Isolation and identification of the metabolites of 22,25-dideoxyecdysone from cockroach fat body cultures.

Hydroxylation and conjugation were the principal pathways of metabolism of 22,25-dideoxyecdysone in cockroach fat body cultures. The major metabolite isolated and identified was the tetrahydroxy steroid 22-deoxyecdysone; other exdysteroids isolated, in order of decreasing quantities, were 22-deoxy-26-hydroxyecdysone, 22,25-dideoxy-26-hydroxyecdysone, and 22-deoxy-20-hydroxyecdysone.
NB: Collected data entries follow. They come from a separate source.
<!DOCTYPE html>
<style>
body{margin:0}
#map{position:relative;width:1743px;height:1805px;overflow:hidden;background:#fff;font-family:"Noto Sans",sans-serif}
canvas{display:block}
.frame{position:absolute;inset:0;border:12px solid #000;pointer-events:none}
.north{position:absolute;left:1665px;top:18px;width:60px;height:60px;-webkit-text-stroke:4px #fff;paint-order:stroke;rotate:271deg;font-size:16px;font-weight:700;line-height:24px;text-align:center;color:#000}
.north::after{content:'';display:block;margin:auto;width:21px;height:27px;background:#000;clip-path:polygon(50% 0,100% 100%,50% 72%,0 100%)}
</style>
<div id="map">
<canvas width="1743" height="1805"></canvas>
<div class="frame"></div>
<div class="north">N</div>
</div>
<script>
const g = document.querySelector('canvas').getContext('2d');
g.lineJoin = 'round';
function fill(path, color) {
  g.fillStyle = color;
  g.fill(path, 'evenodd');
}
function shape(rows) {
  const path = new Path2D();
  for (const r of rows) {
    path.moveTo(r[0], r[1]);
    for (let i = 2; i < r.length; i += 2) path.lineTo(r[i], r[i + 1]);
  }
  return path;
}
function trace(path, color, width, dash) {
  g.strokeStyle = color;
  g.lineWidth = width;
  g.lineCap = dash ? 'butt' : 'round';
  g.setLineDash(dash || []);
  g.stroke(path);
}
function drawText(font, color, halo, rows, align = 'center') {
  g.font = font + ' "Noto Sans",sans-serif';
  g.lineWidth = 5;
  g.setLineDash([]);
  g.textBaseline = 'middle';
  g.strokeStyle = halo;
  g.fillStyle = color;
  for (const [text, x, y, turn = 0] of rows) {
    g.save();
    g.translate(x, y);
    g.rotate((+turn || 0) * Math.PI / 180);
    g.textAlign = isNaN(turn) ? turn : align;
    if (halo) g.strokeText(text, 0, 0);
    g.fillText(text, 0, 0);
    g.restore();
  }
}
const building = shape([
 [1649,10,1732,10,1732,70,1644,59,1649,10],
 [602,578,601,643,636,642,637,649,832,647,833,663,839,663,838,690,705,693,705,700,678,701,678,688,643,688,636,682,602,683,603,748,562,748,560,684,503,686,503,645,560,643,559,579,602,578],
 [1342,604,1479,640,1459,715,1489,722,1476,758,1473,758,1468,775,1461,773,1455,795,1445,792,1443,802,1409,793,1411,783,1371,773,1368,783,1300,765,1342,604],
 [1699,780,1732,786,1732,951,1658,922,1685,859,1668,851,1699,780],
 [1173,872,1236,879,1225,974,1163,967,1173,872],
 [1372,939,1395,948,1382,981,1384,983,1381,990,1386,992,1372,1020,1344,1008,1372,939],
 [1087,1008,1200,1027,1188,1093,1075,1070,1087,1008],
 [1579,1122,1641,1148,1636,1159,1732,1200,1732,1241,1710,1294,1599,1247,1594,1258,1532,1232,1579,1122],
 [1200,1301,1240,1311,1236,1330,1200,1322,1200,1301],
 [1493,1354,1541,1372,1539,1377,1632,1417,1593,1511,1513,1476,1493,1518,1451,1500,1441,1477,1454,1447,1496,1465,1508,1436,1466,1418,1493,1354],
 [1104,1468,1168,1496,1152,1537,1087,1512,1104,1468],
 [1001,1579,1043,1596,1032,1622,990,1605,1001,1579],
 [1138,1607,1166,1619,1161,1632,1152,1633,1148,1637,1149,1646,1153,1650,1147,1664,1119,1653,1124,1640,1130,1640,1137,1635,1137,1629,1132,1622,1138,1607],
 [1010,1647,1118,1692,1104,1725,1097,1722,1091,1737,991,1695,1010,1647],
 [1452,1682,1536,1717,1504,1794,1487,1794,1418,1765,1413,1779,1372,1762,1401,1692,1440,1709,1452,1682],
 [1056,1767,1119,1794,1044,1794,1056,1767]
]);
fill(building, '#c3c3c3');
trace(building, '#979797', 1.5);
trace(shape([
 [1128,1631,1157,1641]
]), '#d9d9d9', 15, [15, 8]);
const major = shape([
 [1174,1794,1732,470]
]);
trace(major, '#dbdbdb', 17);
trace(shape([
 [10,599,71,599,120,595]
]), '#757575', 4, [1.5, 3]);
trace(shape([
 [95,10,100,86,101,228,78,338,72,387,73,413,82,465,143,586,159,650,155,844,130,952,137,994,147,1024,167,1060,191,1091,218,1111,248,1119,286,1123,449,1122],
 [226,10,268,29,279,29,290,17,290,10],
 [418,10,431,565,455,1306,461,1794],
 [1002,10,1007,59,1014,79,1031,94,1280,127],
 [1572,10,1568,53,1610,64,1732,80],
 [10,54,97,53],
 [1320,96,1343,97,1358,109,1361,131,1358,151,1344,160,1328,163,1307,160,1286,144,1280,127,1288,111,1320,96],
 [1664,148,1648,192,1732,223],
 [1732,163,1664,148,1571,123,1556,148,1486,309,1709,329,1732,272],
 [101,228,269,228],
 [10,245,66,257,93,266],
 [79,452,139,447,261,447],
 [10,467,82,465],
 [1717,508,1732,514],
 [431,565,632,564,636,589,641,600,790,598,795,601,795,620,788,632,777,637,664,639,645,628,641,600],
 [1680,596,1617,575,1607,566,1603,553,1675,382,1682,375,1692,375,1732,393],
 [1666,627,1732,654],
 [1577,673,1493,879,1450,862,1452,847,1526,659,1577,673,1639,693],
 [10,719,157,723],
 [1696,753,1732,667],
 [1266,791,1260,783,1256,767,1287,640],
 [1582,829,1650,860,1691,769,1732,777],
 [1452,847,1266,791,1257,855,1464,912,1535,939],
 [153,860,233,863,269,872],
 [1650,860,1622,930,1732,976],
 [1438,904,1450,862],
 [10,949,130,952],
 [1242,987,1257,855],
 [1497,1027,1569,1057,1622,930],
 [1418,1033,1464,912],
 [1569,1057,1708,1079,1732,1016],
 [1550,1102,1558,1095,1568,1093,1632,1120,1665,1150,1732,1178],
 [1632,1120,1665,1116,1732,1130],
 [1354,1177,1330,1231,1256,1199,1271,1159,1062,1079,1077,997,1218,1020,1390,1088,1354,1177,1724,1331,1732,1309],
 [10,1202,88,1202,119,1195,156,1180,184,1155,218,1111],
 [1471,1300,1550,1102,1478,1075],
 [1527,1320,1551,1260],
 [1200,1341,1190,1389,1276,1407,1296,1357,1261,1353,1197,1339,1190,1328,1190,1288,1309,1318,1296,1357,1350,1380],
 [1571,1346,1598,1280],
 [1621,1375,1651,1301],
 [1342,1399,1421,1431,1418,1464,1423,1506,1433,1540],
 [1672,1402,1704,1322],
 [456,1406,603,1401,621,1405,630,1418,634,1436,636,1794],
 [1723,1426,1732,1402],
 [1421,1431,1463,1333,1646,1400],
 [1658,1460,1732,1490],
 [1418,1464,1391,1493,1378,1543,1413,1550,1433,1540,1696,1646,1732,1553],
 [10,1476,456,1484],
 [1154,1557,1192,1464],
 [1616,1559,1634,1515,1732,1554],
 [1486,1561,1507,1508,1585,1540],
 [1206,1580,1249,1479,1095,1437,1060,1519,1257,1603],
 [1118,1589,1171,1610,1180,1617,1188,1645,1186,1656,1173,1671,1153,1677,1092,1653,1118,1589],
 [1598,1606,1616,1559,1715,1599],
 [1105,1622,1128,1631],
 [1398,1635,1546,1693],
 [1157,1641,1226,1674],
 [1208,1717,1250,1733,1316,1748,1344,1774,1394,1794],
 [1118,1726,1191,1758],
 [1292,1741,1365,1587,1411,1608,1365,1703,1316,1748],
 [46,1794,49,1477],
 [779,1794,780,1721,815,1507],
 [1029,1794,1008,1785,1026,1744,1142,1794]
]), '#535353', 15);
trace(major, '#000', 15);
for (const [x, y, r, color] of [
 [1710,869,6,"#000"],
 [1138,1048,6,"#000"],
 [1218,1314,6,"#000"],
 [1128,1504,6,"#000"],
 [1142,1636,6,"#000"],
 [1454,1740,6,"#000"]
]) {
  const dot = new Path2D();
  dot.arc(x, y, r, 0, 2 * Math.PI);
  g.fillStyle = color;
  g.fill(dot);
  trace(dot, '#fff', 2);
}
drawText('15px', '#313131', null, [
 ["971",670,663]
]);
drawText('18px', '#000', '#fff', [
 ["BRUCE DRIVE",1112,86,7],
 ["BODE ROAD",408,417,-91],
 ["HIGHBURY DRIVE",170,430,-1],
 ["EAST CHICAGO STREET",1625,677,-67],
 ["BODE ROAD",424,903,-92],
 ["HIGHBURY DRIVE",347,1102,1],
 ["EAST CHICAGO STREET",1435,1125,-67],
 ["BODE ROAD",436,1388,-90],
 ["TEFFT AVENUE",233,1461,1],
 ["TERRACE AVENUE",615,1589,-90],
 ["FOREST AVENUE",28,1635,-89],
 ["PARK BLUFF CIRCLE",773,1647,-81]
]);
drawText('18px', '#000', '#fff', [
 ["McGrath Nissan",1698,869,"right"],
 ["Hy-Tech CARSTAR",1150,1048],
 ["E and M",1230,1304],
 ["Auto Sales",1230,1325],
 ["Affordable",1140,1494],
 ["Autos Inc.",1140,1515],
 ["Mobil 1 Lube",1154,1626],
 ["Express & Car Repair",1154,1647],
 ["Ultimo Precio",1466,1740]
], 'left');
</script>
Cockroach fat body from late-instar nymphs appears to lack the mechanism for hydroxylating at C-22. Radioanalyses of the material obtained from enzymic hydrolysis of the conjugate fraction showed 65, 15 and 20% of tetraols, pentaols, and unhydrolyzed conjugates respectively, and no 22,25-dideoxyecdysone. An azasteroid and two nonsteroidal amines that effectively inhibit the activity of 22,25-dideoxyecdysone in the cockroach leg regenerate-fat body culture system enhanced the metabolism of 22,25-dideoxyecdysone, decreased the quantity of the pentaol fraction present, and caused an increase or accumulation of the tetraol and conjugate fractions in the fat body culture system.